AIM OF THE TASK: Every line from the first record below down to the line that includes "M974 304 1275" must be reproduced exactly; the pictures are not.

+++++

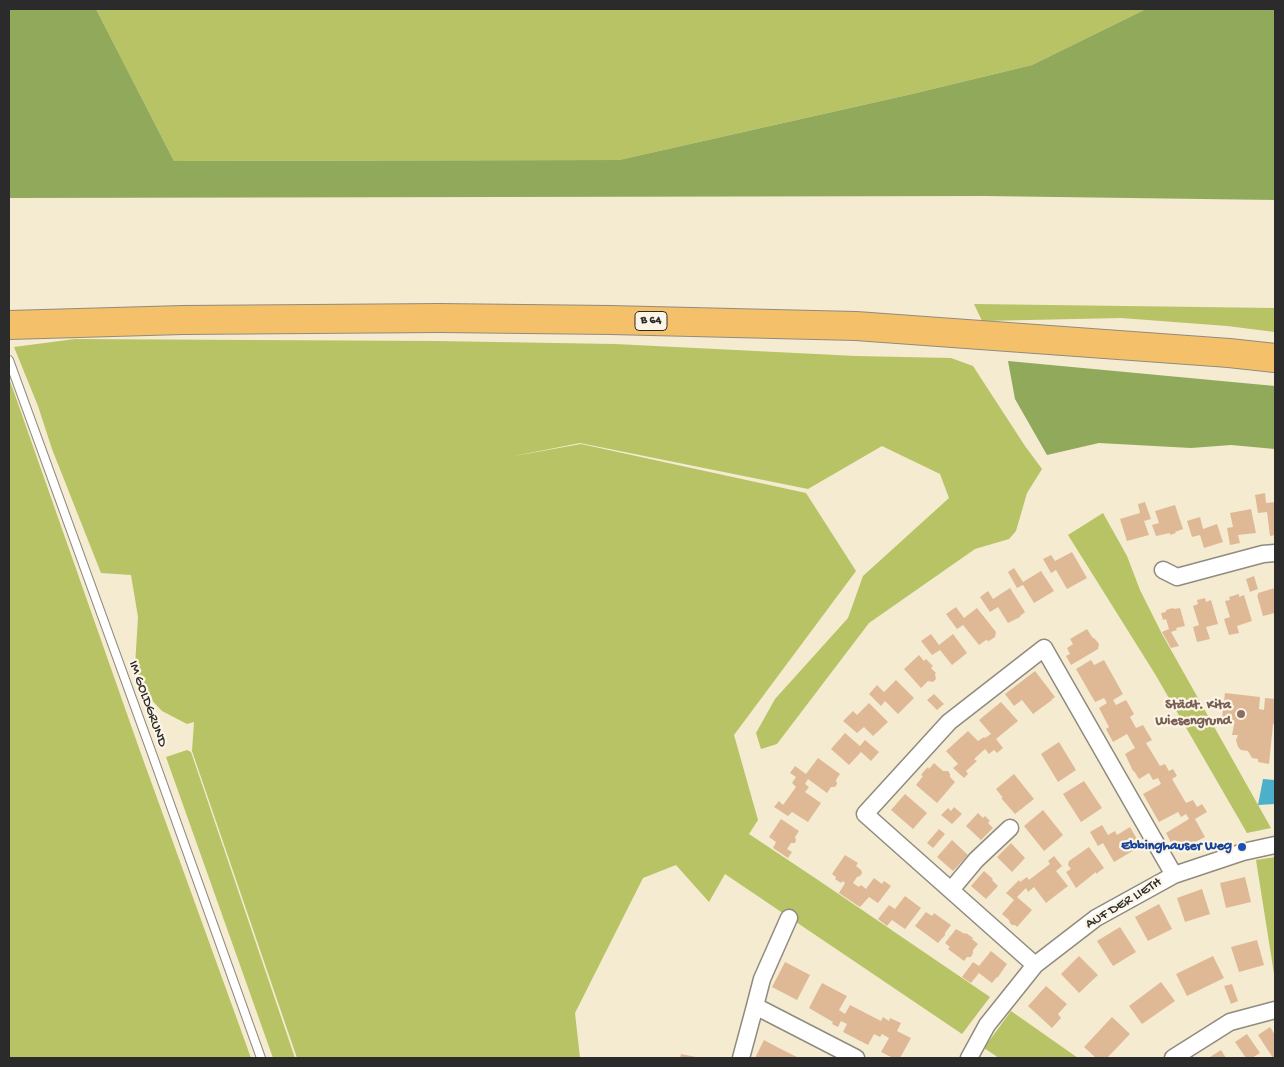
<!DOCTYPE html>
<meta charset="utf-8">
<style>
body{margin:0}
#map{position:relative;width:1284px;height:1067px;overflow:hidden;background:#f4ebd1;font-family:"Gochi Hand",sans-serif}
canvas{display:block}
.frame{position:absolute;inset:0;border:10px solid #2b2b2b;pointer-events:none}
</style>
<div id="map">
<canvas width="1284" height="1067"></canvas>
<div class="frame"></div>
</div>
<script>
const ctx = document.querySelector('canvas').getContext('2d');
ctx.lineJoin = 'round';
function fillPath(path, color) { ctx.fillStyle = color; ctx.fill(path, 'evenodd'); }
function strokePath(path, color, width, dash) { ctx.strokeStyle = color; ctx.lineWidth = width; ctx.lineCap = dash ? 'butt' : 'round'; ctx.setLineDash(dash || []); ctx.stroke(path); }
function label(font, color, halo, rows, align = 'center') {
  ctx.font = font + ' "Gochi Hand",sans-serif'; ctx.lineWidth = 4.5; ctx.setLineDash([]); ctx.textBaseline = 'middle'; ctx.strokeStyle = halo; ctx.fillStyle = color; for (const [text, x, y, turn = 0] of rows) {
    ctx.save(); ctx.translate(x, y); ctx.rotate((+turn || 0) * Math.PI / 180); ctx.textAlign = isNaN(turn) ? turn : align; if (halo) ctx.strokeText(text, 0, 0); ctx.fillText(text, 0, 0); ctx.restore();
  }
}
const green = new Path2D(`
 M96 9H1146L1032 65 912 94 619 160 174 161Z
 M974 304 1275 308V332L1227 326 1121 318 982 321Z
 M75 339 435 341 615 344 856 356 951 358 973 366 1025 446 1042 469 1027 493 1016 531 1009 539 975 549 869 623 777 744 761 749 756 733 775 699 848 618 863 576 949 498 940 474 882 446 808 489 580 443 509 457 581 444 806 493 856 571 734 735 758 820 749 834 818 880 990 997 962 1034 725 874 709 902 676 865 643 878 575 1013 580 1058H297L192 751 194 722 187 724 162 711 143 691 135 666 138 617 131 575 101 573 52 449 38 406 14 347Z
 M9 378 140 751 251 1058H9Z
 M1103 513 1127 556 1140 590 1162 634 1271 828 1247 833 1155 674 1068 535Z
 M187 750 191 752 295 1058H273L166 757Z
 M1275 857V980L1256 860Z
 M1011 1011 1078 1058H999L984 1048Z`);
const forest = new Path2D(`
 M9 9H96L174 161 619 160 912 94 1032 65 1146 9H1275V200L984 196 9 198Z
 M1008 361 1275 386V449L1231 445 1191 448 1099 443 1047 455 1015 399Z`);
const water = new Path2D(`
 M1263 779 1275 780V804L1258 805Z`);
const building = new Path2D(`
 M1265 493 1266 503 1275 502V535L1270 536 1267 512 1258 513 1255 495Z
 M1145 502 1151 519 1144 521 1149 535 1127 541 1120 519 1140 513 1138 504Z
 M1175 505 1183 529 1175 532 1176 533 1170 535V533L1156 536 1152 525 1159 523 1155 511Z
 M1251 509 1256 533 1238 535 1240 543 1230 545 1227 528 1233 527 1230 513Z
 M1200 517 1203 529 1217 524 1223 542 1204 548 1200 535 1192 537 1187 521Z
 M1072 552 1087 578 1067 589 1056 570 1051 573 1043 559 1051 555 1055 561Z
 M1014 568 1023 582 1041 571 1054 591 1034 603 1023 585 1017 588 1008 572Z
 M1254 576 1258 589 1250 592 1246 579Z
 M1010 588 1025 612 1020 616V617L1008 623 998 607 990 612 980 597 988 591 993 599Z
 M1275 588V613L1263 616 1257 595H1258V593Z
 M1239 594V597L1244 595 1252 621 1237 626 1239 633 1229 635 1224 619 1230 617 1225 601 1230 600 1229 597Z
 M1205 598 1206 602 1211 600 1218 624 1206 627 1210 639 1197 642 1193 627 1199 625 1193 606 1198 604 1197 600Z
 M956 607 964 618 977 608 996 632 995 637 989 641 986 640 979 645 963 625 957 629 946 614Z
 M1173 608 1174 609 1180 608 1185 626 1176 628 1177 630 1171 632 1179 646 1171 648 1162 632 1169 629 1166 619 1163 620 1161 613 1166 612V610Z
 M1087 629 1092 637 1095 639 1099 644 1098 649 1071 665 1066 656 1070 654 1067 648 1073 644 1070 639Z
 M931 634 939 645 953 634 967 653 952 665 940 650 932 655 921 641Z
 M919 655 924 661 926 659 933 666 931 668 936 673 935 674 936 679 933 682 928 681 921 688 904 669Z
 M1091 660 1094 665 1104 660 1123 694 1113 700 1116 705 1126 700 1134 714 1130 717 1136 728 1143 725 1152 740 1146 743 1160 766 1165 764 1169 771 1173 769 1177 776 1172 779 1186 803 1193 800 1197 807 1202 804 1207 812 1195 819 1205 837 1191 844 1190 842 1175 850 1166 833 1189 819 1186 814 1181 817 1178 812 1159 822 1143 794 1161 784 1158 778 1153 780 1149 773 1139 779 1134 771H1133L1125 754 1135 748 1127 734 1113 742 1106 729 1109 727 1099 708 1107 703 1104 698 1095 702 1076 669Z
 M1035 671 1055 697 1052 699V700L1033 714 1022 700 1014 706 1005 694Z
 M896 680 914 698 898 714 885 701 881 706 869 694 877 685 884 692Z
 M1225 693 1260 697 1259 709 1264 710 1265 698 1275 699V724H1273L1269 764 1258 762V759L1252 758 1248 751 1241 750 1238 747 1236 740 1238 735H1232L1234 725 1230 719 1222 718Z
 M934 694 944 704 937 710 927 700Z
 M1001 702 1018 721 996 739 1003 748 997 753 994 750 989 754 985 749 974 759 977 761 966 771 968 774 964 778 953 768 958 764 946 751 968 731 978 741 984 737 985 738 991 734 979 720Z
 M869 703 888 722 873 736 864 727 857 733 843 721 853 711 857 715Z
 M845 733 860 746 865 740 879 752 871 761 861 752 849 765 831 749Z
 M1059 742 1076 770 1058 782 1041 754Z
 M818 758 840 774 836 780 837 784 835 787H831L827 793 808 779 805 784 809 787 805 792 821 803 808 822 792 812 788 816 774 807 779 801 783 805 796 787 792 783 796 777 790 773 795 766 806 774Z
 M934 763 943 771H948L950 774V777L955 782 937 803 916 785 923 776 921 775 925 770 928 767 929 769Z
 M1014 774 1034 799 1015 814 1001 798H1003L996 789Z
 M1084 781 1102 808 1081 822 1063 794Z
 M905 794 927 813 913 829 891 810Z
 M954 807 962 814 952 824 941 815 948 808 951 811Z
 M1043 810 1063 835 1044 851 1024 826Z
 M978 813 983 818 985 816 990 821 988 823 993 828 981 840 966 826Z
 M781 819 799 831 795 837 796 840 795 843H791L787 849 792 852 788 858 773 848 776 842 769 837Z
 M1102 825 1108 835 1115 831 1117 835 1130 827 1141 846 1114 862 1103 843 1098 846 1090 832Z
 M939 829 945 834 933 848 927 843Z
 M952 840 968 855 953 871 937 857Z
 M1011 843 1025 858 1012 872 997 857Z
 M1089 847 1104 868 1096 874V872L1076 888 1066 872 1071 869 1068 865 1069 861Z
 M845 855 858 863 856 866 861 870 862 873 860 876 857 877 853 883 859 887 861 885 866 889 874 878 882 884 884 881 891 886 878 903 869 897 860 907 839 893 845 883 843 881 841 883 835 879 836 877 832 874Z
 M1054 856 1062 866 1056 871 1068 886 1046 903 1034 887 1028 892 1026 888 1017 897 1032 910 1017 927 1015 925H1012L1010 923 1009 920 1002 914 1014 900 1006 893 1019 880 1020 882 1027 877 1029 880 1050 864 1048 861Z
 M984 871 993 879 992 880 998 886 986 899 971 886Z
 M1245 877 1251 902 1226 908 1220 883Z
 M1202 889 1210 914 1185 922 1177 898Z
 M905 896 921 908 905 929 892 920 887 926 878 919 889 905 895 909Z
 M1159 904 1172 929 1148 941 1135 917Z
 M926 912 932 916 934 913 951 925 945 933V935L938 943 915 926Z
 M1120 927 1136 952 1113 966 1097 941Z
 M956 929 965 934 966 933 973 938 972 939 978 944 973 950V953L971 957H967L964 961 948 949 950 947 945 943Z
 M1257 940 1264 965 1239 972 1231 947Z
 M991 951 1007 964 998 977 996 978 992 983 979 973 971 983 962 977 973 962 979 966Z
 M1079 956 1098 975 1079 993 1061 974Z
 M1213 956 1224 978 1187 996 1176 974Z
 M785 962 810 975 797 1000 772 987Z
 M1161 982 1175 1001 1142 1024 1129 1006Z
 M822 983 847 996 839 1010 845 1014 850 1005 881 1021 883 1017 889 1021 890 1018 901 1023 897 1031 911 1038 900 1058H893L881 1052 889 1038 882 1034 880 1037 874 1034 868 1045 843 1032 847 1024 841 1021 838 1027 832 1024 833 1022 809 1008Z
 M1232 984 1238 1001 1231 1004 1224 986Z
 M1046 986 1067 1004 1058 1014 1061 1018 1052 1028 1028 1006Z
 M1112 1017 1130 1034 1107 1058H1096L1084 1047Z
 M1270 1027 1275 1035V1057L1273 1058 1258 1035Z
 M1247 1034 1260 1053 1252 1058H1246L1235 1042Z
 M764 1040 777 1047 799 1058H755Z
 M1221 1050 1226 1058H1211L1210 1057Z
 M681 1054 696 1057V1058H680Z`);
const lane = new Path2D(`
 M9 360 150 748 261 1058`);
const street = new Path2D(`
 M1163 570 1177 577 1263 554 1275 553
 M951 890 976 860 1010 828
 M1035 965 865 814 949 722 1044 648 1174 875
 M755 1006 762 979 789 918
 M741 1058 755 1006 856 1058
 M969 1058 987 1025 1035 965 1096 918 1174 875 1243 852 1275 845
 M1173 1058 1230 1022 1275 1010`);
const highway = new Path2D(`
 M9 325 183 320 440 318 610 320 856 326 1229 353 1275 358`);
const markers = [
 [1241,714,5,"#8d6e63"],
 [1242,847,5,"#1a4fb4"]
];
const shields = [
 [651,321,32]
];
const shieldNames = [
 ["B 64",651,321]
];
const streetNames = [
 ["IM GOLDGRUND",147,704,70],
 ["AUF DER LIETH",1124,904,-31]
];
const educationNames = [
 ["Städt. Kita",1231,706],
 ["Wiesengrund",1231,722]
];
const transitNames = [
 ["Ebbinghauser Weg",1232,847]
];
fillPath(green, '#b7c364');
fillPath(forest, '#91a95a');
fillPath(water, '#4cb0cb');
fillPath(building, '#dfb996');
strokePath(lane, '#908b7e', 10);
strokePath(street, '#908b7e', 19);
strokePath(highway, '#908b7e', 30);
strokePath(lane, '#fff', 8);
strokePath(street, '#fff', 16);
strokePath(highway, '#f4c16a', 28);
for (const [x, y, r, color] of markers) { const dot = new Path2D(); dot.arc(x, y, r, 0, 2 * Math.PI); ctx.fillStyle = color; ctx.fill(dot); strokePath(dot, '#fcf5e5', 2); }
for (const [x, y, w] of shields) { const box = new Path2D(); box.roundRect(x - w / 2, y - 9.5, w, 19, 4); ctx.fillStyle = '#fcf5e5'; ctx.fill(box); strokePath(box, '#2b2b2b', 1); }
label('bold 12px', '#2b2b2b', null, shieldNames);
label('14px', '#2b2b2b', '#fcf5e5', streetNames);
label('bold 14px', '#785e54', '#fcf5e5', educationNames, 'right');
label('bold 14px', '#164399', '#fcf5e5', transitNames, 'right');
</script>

+++++

TASK RESULT:
<!DOCTYPE html>
<meta charset="utf-8">
<style>
body{margin:0}
#map{position:relative;width:1284px;height:1067px;overflow:hidden;background:#f4ebd1;font-family:"Gochi Hand",sans-serif}
canvas{display:block}
.frame{position:absolute;inset:0;border:10px solid #2b2b2b;pointer-events:none}
</style>
<div id="map">
<canvas width="1284" height="1067"></canvas>
<div class="frame"></div>
</div>
<script>
const ctx = document.querySelector('canvas').getContext('2d');
ctx.lineJoin = 'round';
function fillPath(path, color) { ctx.fillStyle = color; ctx.fill(path, 'evenodd'); }
function strokePath(path, color, width, dash) { ctx.strokeStyle = color; ctx.lineWidth = width; ctx.lineCap = dash ? 'butt' : 'round'; ctx.setLineDash(dash || []); ctx.stroke(path); }
function label(font, color, halo, rows, align = 'center') {
  ctx.font = font + ' "Gochi Hand",sans-serif'; ctx.lineWidth = 4.5; ctx.setLineDash([]); ctx.textBaseline = 'middle'; ctx.strokeStyle = halo; ctx.fillStyle = color; for (const [text, x, y, turn = 0] of rows) {
    ctx.save(); ctx.translate(x, y); ctx.rotate((+turn || 0) * Math.PI / 180); ctx.textAlign = isNaN(turn) ? turn : align; if (halo) ctx.strokeText(text, 0, 0); ctx.fillText(text, 0, 0); ctx.restore();
  }
}
const green = new Path2D(`
 M96 9H1146L1032 65 912 94 619 160 174 161Z
 M974 304 1275 308V332L1227 326 1121 318 982 321Z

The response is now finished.